Saved entries
────

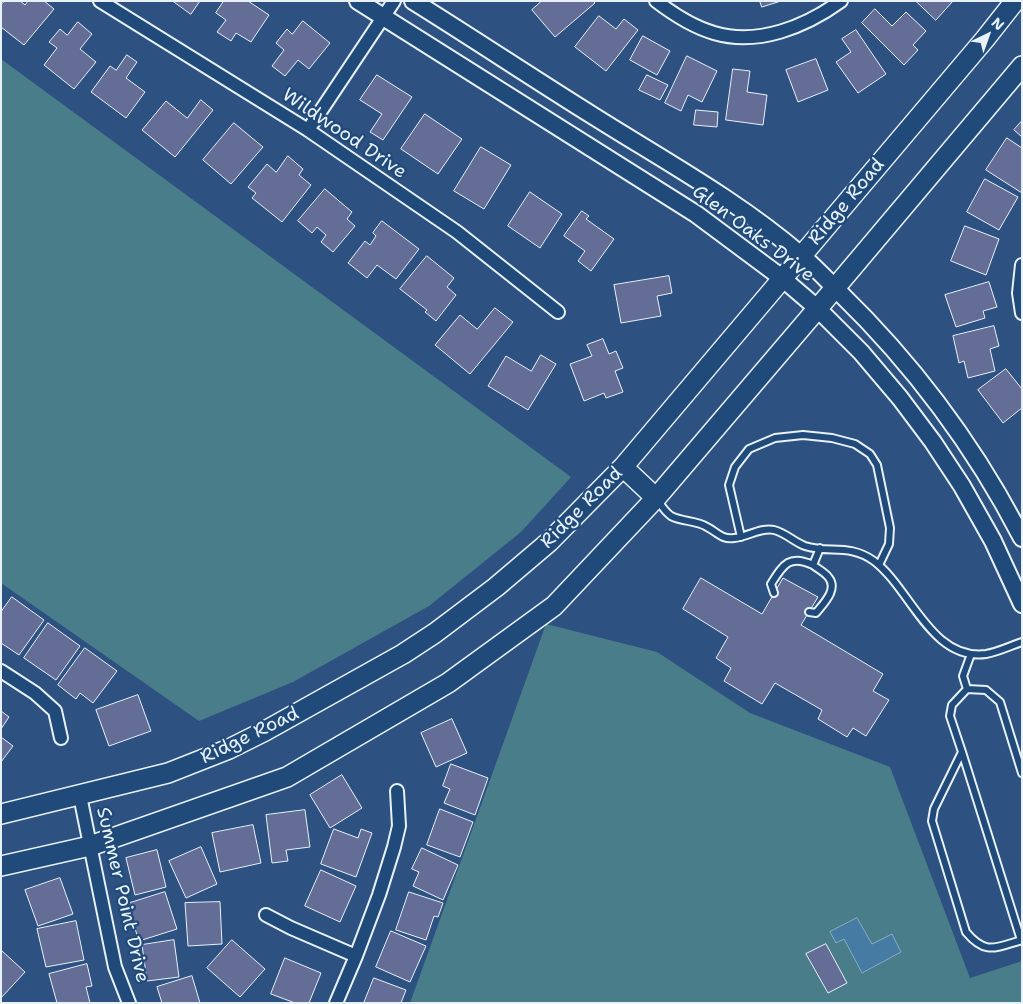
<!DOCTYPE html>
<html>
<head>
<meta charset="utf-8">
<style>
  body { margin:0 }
  #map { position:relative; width:1023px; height:1004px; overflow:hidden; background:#2d5180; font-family:"Shantell Sans",sans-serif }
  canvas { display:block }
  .frame { position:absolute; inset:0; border:2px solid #e8f1f8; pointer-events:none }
  .north { position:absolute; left:963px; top:10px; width:50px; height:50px; -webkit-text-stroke:4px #1f4a7a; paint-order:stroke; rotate:42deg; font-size:14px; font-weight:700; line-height:20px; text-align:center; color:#e8f1f8 }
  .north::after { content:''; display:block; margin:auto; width:18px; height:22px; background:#e8f1f8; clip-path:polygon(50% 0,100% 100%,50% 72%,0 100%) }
</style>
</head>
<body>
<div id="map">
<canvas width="1023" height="1004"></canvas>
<div class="frame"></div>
<div class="north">N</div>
</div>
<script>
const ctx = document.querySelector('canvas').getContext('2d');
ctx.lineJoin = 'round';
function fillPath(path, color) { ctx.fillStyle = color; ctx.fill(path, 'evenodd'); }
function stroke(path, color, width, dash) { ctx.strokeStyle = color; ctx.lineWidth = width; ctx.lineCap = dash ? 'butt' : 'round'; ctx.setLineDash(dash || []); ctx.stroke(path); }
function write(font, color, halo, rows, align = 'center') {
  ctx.font = font + ' "Shantell Sans",sans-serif'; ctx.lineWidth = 4.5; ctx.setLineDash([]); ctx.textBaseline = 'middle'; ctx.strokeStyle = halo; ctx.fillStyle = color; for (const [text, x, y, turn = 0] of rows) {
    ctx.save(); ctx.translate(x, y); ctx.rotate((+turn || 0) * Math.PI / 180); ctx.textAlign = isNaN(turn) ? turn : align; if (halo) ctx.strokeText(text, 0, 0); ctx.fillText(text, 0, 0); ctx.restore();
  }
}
const green = new Path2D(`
  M1,59l570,418 -50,55 -92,74 -136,76 -94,39 -198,-138z
  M546,624l111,28 93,61 140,54 80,211 52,-17v42h-612z`);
const water = new Path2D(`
  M857,918l15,26 20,-10 9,18 -39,21 -18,-34 -8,4 -6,-11z`);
const building = new Path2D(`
  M5,1h15l5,4 3,-4h16l10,8 -30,36 -23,-18v-22z
  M173,1h27l-9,13z
  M224,1h24l21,14 -18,27 -15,-9 -5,8 -14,-9 9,-12 -10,-7z
  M542,1h51l2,2 -40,34 -23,-27z
  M760,1h21l-19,6z
  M916,1h37l-17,19z
  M875,9l17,17 14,-14 20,19 -13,14 5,5 -14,15 -42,-42z
  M599,16l17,13 8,-10 14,11 -32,41 -31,-24z
  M303,21l27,22 -21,26 -11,-9 -13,16 -13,-10 12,-16 -8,-7 11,-14 5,5z
  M78,22l14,12 -12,15 16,13 -22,27 -30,-24 13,-17 -8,-6 11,-13 7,6z
  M856,30l30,44 -28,19 -22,-31 15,-10 -9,-13z
  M643,36l27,15 -13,24 -27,-15z
  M127,55l10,7 -11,16 19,14 -19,26 -35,-26 19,-26 6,4z
  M687,56l30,15 -15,31 -14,-7 -7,16 -16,-8z
  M816,59l12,31 -30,12 -12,-32z
  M733,69l17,2 -3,21 20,3 -4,30 -37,-5z
  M377,75l35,22 -29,43 -13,-8 12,-18 -22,-14z
  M647,75l21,10 -8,15 -21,-10z
  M201,100l12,10 -38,47 -33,-27 24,-29 21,17z
  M696,110l22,2 -1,15 -23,-2z
  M425,114l37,25 -24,35 -37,-25z
  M1022,121v16l-8,-7z
  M234,123l29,24 -32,37 -28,-24z
  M1007,138l15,10v45l-36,-23z
  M481,147l30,18 -27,44 -30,-18z
  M288,156l15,13 -4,6 12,10 -29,37 -30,-24 4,-5 -8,-6 19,-23 9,8z
  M985,179l33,18 -19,33 -32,-18z
  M325,189l27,23 -5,7 8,7 -22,26 -12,-10 5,-7 -9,-8 -5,6 -14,-12z
  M530,192l32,22 -22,34 -32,-22z
  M582,211l7,5 -3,3 28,20 -23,32 -13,-10 7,-10 -21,-15z
  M382,221l37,28 -23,30 -19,-14 -10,13 -19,-15 17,-22 5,4 6,-9 -3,-3z
  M965,226l34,13 -13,36 -35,-14z
  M427,256l27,22 -7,9 9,8 -20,26 -11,-9 2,-2 -27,-21z
  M669,276l3,17 -15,3 4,20 -40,7 -7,-38z
  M989,282l8,25 -14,4 2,7 -29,9 -11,-32z
  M495,308l18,14 -43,52 -35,-29 25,-30 17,14z
  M994,326l5,20 -9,3 5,22 -27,7 -4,-17 -5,2 -6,-27z
  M603,339l6,15 7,-3 7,17 -8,3 8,21 -17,6 -2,-5 -20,8 -14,-37 22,-8 -5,-11z
  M541,355l15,9 -28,46 -40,-24 18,-30 25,15z
  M1006,369l16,20v19l-19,15 -25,-33z
  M701,578l61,36 21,-36 35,19 -17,28 82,49 -10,17 16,9 -23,36 -13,-8 -6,9 -29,-18 4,-9 -47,-27 -13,21 -38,-23 7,-13 -15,-10 12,-21 -45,-28z
  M12,597l32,23 -25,35 -18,-12v-31z
  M48,623l32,23 -24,34 -32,-22z
  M85,648l32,23 -24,32 -13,-10 -4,6 -18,-14z
  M138,695l13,36 -42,15 -13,-36z
  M1,711l8,6 -8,12z
  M452,719l15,34 -31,14 -15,-34z
  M1,737l12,9 -12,16z
  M451,764l37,14 -13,37 -31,-12 6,-14 -7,-3z
  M342,775l20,33 -32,20 -20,-33z
  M440,809l33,13 -13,35 -33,-12z
  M305,810l5,37 -24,3 2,11 -16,2 -6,-48z
  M253,825l8,38 -41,9 -8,-39z
  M334,829l24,9 3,-9 11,4 -16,44 -35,-13z
  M201,847l16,37 -31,14 -17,-37z
  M422,848l36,17 -15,35 -30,-14 6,-14 -7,-3z
  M157,850l9,37 -31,8 -9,-37z
  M321,870l35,16 -16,36 -35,-16z
  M60,878l13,36 -35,12 -13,-36z
  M165,892l12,37 -38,12 -12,-37z
  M409,892l34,11 -5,14 -4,-1 -8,24 -30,-10z
  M220,902l2,42 -34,2 -3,-43z
  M76,921l8,39 -38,7 -9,-38z
  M391,931l35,15 -16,36 -34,-15z
  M174,940l5,37 -32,4 -5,-36z
  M232,940l33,29 -25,28 -33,-29z
  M826,944l21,39 -19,10 -22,-39z
  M1,950l24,22 -24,26z
  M285,958l36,15 -12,30h-14l-24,-9z
  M87,964l5,22 -6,1 4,16h-33l-8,-29z
  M192,976l8,27h-38l-5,-16z
  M374,978l32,12 -5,13h-37z`);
const service = new Path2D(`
  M657,499c4,6 7,12 14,17 11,6 25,4 36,11 10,5 15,13 27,11 13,-1 27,-11 40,-8 12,3 20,12 31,16 24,8 44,-3 69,15 37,28 57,100 112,93 12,-2 24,-8 36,-12
  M741,537l-12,-52 6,-18 14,-18 26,-11 28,-3 29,3 23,6 15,10 7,11 13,63 -1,16 -10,21
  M774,593l-3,-9c12,-19 18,-30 42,-19l7,-17
  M809,612l7,1c7,-9 22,-23 13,-35 -3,-5 -11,-9 -16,-13
  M967,689l-15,16 -2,11 12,36 -28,57 -2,12 34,111c20,24 30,15 56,8
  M967,689l19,1 14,12 22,71
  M967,689l-4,-13 8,-22
  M962,752l59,188`);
const minor = new Path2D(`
  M100,1l208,129 149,102 101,80
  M656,1c17,13 37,26 58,32 44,13 91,-6 127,-32
  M308,130l86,-129
  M1022,265l-3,28 3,20
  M1,671l34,22 20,18 6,27
  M80,796l35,171 14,36
  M266,915l25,13 65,28
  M336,1003l20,-47 23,-61 15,-48 5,-21 -2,-35`);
const tertiary = new Path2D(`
  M358,1l338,213 86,64 35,30 44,44 39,46 33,44 29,44 31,55 29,63
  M413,1c61,38 121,78 182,116 70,44 143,84 206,138 14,12 26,25 39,38 73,71 135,154 182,245`);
const secondary = new Path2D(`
  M623,467l33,31
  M1,814l167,-41 61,-24 36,-18 138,-77 32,-21 61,-46 53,-45 74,-75 362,-428 30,-38
  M1,866l89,-20 197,-69 161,-94 106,-77 102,-108 179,-210 187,-222`);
const streetNames = [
  ["Wildwood Drive",344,134,34],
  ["Ridge Road",847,202,-50],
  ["Glen Oaks Drive",753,234,37],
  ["Ridge Road",582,508,-45],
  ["Ridge Road",250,736,-26],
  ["Summer Point Drive",122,895,77]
];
fillPath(green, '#4a7d8a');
fillPath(water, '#467ca3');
stroke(water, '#87abc5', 1);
fillPath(building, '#636d96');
stroke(building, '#e8f1f8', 1);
stroke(service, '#e8f1f8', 10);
stroke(minor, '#e8f1f8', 16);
stroke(tertiary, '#e8f1f8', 20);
stroke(secondary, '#e8f1f8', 22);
stroke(service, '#1f4a7a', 6);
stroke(minor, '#1f4a7a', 12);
stroke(tertiary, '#1f4a7a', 16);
stroke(secondary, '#1f4a7a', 19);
write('19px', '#e8f1f8', '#1f4a7a', streetNames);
</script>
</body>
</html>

────

Each line from the first line of the data above through the one containing "M78,22l14,12 -12,15 16,13" must be set down exactly; the pictures must not be.

<!DOCTYPE html>
<html>
<head>
<meta charset="utf-8">
<style>
  body { margin:0 }
  #map { position:relative; width:1023px; height:1004px; overflow:hidden; background:#2d5180; font-family:"Shantell Sans",sans-serif }
  canvas { display:block }
  .frame { position:absolute; inset:0; border:2px solid #e8f1f8; pointer-events:none }
  .north { position:absolute; left:963px; top:10px; width:50px; height:50px; -webkit-text-stroke:4px #1f4a7a; paint-order:stroke; rotate:42deg; font-size:14px; font-weight:700; line-height:20px; text-align:center; color:#e8f1f8 }
  .north::after { content:''; display:block; margin:auto; width:18px; height:22px; background:#e8f1f8; clip-path:polygon(50% 0,100% 100%,50% 72%,0 100%) }
</style>
</head>
<body>
<div id="map">
<canvas width="1023" height="1004"></canvas>
<div class="frame"></div>
<div class="north">N</div>
</div>
<script>
const ctx = document.querySelector('canvas').getContext('2d');
ctx.lineJoin = 'round';
function fillPath(path, color) { ctx.fillStyle = color; ctx.fill(path, 'evenodd'); }
function stroke(path, color, width, dash) { ctx.strokeStyle = color; ctx.lineWidth = width; ctx.lineCap = dash ? 'butt' : 'round'; ctx.setLineDash(dash || []); ctx.stroke(path); }
function write(font, color, halo, rows, align = 'center') {
  ctx.font = font + ' "Shantell Sans",sans-serif'; ctx.lineWidth = 4.5; ctx.setLineDash([]); ctx.textBaseline = 'middle'; ctx.strokeStyle = halo; ctx.fillStyle = color; for (const [text, x, y, turn = 0] of rows) {
    ctx.save(); ctx.translate(x, y); ctx.rotate((+turn || 0) * Math.PI / 180); ctx.textAlign = isNaN(turn) ? turn : align; if (halo) ctx.strokeText(text, 0, 0); ctx.fillText(text, 0, 0); ctx.restore();
  }
}
const green = new Path2D(`
  M1,59l570,418 -50,55 -92,74 -136,76 -94,39 -198,-138z
  M546,624l111,28 93,61 140,54 80,211 52,-17v42h-612z`);
const water = new Path2D(`
  M857,918l15,26 20,-10 9,18 -39,21 -18,-34 -8,4 -6,-11z`);
const building = new Path2D(`
  M5,1h15l5,4 3,-4h16l10,8 -30,36 -23,-18v-22z
  M173,1h27l-9,13z
  M224,1h24l21,14 -18,27 -15,-9 -5,8 -14,-9 9,-12 -10,-7z
  M542,1h51l2,2 -40,34 -23,-27z
  M760,1h21l-19,6z
  M916,1h37l-17,19z
  M875,9l17,17 14,-14 20,19 -13,14 5,5 -14,15 -42,-42z
  M599,16l17,13 8,-10 14,11 -32,41 -31,-24z
  M303,21l27,22 -21,26 -11,-9 -13,16 -13,-10 12,-16 -8,-7 11,-14 5,5z
  M78,22l14,12 -12,15 16,13 -22,27 -30,-24 13,-17 -8,-6 11,-13 7,6z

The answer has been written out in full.